START Supplied information

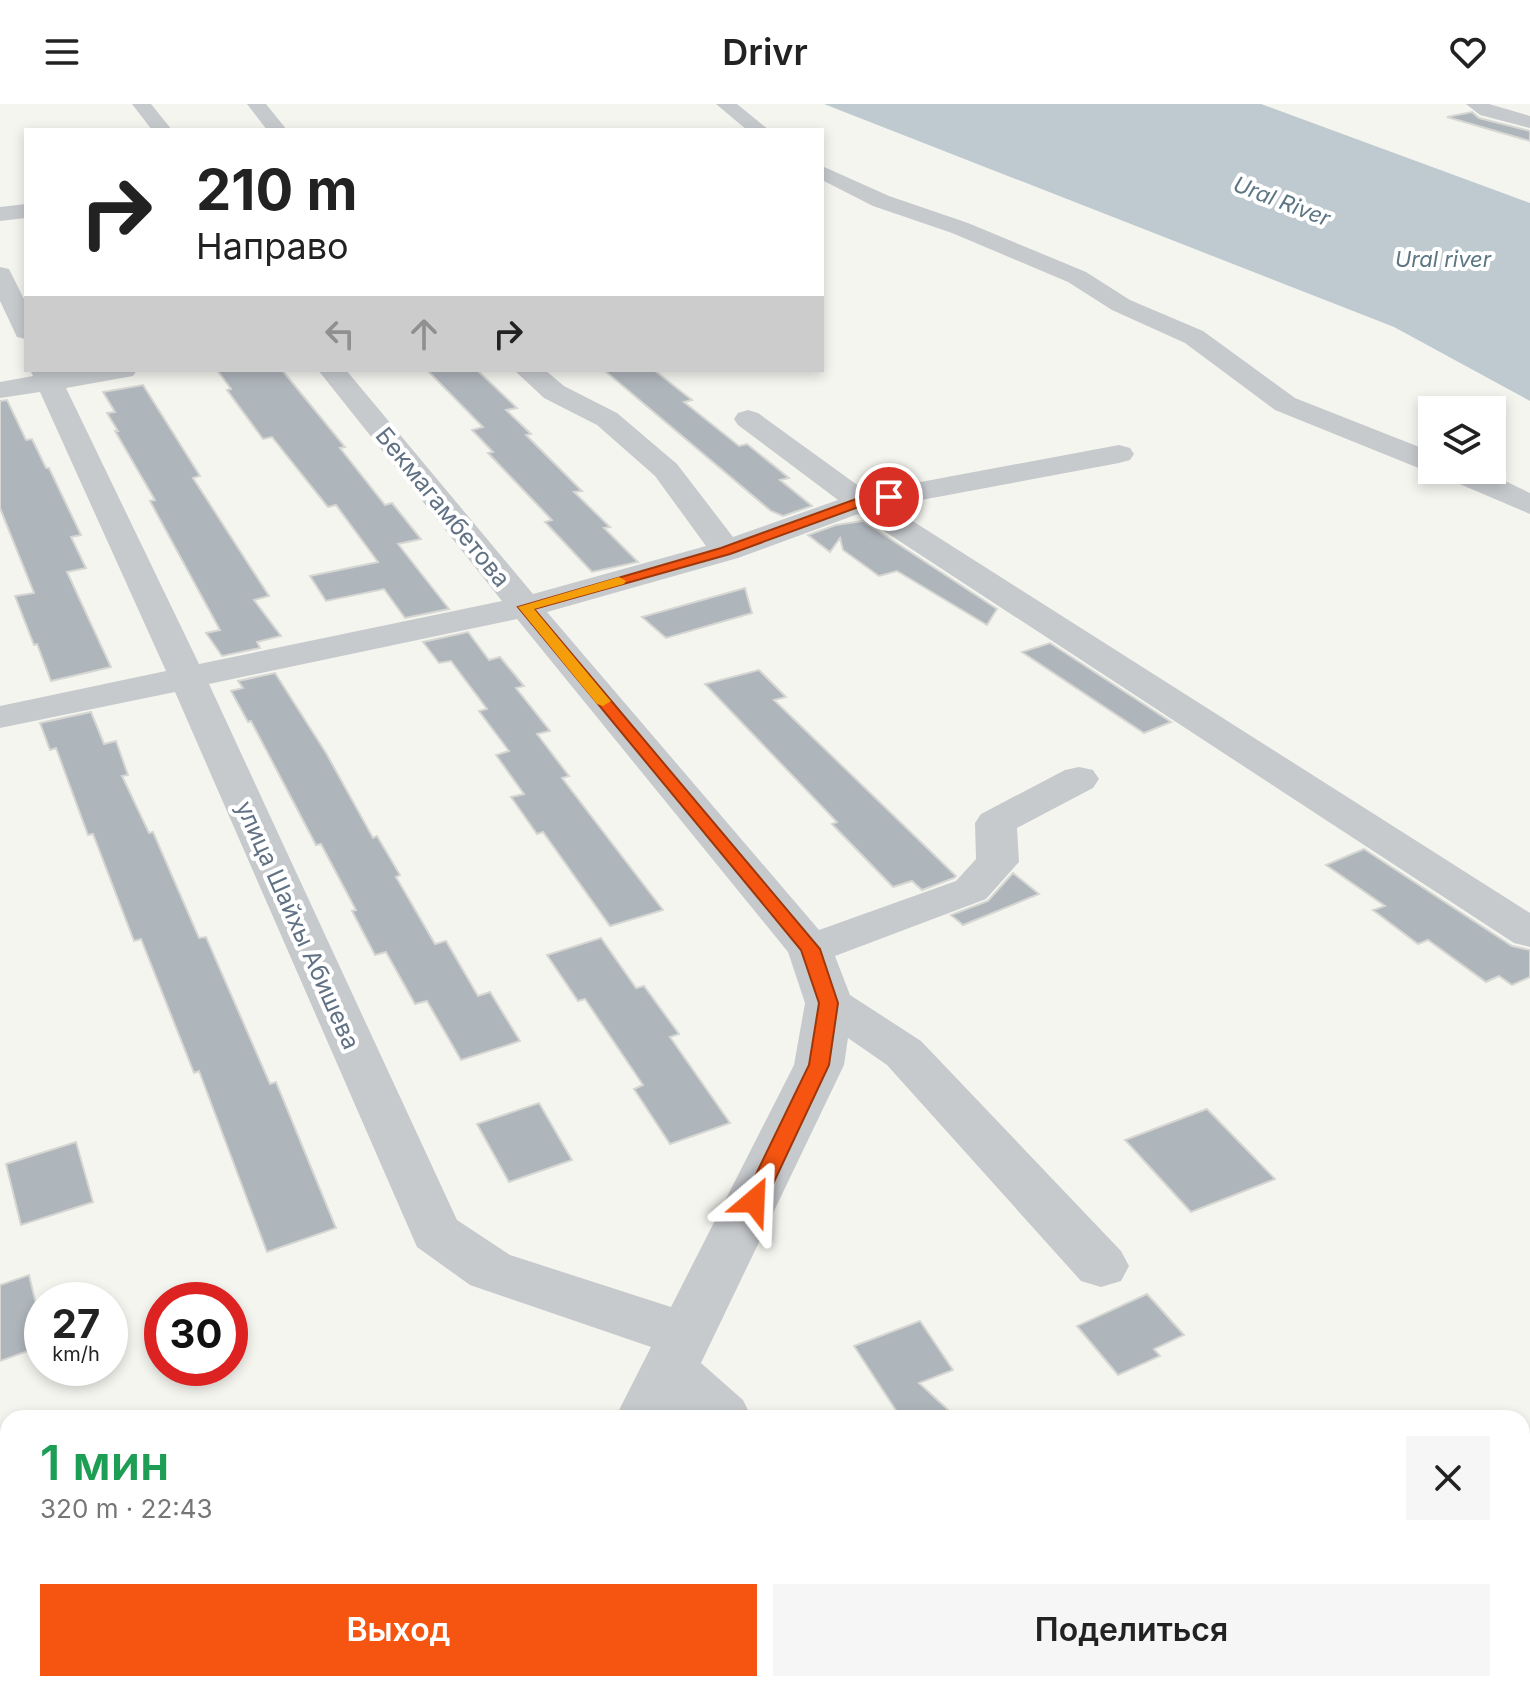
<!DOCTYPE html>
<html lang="ru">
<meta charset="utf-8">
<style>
:root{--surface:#fff;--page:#f6f6f6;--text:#222;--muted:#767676;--accent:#f55510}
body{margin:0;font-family:Inter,sans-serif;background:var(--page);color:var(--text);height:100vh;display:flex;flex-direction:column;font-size:30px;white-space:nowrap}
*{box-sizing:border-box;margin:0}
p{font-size:26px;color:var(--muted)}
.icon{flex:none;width:44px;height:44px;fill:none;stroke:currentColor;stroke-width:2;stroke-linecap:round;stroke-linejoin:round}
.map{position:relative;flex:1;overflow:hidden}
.panel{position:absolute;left:0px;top:1306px;width:1530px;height:282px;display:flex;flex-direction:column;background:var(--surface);border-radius:24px 24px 0 0;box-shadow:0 4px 12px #0003}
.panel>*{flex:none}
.guide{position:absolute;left:24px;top:24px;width:800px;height:244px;border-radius:0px;box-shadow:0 4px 12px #0003;background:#fff;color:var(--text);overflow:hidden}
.controls{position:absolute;left:1418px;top:292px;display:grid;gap:16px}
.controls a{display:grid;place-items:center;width:88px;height:88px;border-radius:0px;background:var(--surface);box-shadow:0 4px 12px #0003;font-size:40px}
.speed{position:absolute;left:24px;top:1178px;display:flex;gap:16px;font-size:40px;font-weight:700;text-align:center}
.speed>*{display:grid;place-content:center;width:104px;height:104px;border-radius:50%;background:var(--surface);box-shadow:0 4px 12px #0003;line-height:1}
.speed small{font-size:20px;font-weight:400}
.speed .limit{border:12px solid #d22;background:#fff;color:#111}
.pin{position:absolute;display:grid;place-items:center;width:68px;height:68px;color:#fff;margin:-34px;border:4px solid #fff;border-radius:50%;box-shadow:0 2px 8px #0007}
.me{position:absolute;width:88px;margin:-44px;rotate:26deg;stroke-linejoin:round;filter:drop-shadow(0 0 6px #0008)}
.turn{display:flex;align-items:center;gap:28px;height:168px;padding:0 40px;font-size:36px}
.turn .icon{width:104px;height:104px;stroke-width:2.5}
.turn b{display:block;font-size:56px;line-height:68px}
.lanes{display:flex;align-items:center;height:76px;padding:0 40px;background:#0003;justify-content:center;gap:40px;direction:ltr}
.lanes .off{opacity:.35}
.round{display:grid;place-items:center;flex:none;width:84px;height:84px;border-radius:0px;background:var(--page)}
.summary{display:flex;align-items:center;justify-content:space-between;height:136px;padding:0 40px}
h1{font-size:48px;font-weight:600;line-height:60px;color:#1e9e55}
.cta{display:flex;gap:16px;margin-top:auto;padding:16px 40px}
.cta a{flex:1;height:92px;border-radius:0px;background:var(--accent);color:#fff;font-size:32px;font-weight:600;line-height:92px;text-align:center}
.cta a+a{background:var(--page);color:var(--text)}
header{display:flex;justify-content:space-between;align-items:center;height:104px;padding:0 40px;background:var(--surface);font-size:36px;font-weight:600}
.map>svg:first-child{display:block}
.water{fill:#bfcad0}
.building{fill:#aeb5bb;stroke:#d6d6d3;stroke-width:2}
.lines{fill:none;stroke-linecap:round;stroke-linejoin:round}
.minor{fill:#c7cacd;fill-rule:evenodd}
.route{fill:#f55510;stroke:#9f370a;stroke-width:2}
.slow{fill:#f59e0b}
.labels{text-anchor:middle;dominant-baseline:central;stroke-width:8;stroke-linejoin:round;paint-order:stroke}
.far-water-label{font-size:22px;font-style:italic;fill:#5c7583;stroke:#fff}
.street-label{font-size:24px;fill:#617285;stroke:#fff}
</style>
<header><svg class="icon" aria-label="menu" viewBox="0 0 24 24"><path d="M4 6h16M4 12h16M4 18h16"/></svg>Drivr<svg class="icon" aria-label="heart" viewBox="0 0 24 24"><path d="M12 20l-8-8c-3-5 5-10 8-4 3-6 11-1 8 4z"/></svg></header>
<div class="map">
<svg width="1530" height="1587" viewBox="0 0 1530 1587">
<rect width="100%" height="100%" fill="#f5f5f0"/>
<path class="water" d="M824,0h437l269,99v198l-136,-74z"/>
<path class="building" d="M1472,8l7,6 51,13v10l-83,-24z
M217,266h65l63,77 -5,1 45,57 7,-2 29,36 -23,5 51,65 -44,9 -21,-29 -58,12 -16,-25 68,-14 -42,-57 -8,2 -56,-70 -9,2 -36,-49 4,-1z
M427,266h50l40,38 -11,2 25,24 -5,1 56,56 -8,1 36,35 -6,1 34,34 -46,10 -47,-50 7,-2 -64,-67 5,-1 -21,-22 11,-3z
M604,266h50l38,30 -8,2 55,44 8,-2 42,34 -9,2 32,26 -29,10 -12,-5z
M143,281l57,91 -7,2 76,118 -15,4 27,36 -24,6 3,6 -38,8 -16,-23 14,-3 -70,-129 5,-1 -40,-69h3l-11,-18 8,-1 -12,-20z
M7,296l19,40 6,-1 14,29h3l32,67 -10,2 15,31 -19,4 44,95 -60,14 -14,-37 -3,1 -19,-49 19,-3 -34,-85v-107z
M863,417l134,88 -10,16 -90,-54 -18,5 -36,-26 -3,-12 -10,14 -22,-17 28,-10z
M745,484l7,25 -86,25 -24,-21z
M468,528l21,28 11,-3 24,29 -8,2 34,43 -13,3 32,42 -7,2 101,132 -53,16 -67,-94 -6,2 -26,-37 13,-3 -28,-39 13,-4 -30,-40 8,-2 -36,-48 -12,2 -16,-21z
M1050,539l121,79 -27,11 -122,-81z
M759,566l27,27 -12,3 182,176 -2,2 -32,12 -10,-9 -19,6 -61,-63 5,-2 -132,-138z
M275,569l51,80 47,85 4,-2 23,39 -4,2 39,67 11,-3 32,55 12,-4 30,49 -59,19 -34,-59 -12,3 -29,-52 -11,3 -23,-44 4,-1 -35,-66 -5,1 -65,-124 -3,1 -17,-31 12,-3 -5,-7z
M91,608l13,32 12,-3 12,34 -6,1 27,57 4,-1 46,106 7,-1 64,147 6,-2 60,146 -69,24 -68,-181 -5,2 -53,-134 -7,2 -41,-107 -5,1 -32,-87 -6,2 -10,-27z
M1364,745l148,97 18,4v27l-18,8 -13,-9 -13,6 -58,-42 -10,4 -45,-34 12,-4 -59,-41z
M1013,769l26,21 -76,31 -12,-10 37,-14z
M601,834l35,50 8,-2 35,48 -9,3 60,86 -60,21 -36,-55 9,-4 -58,-86 -7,2 -31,-46z
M539,999l33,57 -63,22 -32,-58z
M1207,1005l68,70 -84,33 -66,-72z
M76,1038l17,60 -72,23 -15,-61z
M29,1171l13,54v17l-42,15v-76z
M1147,1190l37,41 -30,14 6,7 -42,19 -41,-49z
M920,1217l33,49 -34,13 38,35h-56l-47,-72z"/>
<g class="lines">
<path class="minor" d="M132,0h19l21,26h-20z
M247,0h19l21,26h-20z
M716,0h21l32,26h-22z
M1466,0h23l41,12v12l-50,-13z
M822,62l67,30 79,27 118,49 44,28 73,31 92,67 137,54v18h50l48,23v21l-89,-38 -4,-5 -16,-2 -146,-59 -90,-67 -73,-33 -44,-28 -116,-49 -79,-27 -51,-26z
M26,100v14l-26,3v-14z
M0,163l9,2 17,34v36l-9,-2 -17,-36z
M30,266h107l-4,6 -67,12 133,276 303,-63 -184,-231h28l187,224 173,-48 -51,-70 -58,-51 -53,-27 -30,-28h31l19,16 53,27 60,51 56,73 105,-37 -100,-75 -4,-6 4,-6 10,-3 10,3 109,79 252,-47 11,3 4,6 -4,6 -11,3 -230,43 641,407v34l-16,-4 -656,-429 -120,44 -191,54 272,318 137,-49 20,-22 -1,-36 6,-9 84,-44 14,-3 14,3 6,9 -6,9 -76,40 2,34 -33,37 -151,57 15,39 71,46 200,210 8,15 -8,15 -20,6 -20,-6 -194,-216 -39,-27 -4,27 -143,298 42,37 9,18h-70l-5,-4 -2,4h-60l36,-71 -181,-62 -53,-38 -242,-555 -175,36v-22l166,-35 -126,-279 -40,6v-16l33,-6zM517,515l271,333 17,51 -11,62 -123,242 -161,-52 -53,-35 -248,-536z
M1530,1372v58l-8,3v-59z
M0,1498l8,3v64l-8,-3z
M49,1580h78l3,7h-77z
M480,1580h70l-3,7h-70z
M972,1580h74l3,7h-73z
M1283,1580h72l-4,7h-71z"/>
</g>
<path class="route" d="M889,389l7,4 -2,2 -30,6 -134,49 -196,55 286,340 18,54 -9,62 -64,136 -4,5h-15l-3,-5 66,-136 10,-62 -18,-53 -283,-343 203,-59 135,-49z"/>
<path class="slow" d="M619,473l7,4 -2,3 -90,25 74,89 3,3 -8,5 -6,-2 -79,-97z"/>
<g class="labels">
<g class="far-water-label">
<text transform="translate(1282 97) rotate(21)">Ural River</text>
<text x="1443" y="155">Ural river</text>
</g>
<g class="street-label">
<text transform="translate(443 403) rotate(51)">Бекмагамбетова</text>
<text transform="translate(298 821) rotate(66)">улица Шайхы Абишева</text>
</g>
</g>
</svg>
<div class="controls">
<a><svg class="icon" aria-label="layers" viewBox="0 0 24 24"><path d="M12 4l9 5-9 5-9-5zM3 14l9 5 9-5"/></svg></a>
</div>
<div class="speed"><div>27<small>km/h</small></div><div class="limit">30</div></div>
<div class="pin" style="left:889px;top:393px;background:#d93025"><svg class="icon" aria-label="arrive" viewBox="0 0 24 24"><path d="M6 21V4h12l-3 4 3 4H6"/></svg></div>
<svg class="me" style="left:754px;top:1097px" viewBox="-20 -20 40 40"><path d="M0-17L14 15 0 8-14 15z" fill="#f55510" stroke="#fff" stroke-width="4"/></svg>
<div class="guide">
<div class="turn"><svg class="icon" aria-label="right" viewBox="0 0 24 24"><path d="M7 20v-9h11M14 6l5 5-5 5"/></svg><div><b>210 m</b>Направо</div></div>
<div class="lanes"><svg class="icon off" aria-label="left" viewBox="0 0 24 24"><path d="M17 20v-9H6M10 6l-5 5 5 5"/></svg><svg class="icon off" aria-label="ahead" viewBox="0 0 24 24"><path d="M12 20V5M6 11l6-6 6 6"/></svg><svg class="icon" aria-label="right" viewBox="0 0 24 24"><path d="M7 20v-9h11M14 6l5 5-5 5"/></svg></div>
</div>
<section class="panel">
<div class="summary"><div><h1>1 мин</h1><p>320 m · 22:43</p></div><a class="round"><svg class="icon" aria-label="close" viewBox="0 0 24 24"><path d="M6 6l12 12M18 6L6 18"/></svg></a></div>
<div class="cta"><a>Выход</a><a>Поделиться</a></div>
</section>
</div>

END Supplied information

■ Aim of the task: One number is all the reply should hold: how many lines in these records include the word "solid".

■ Final answer: 2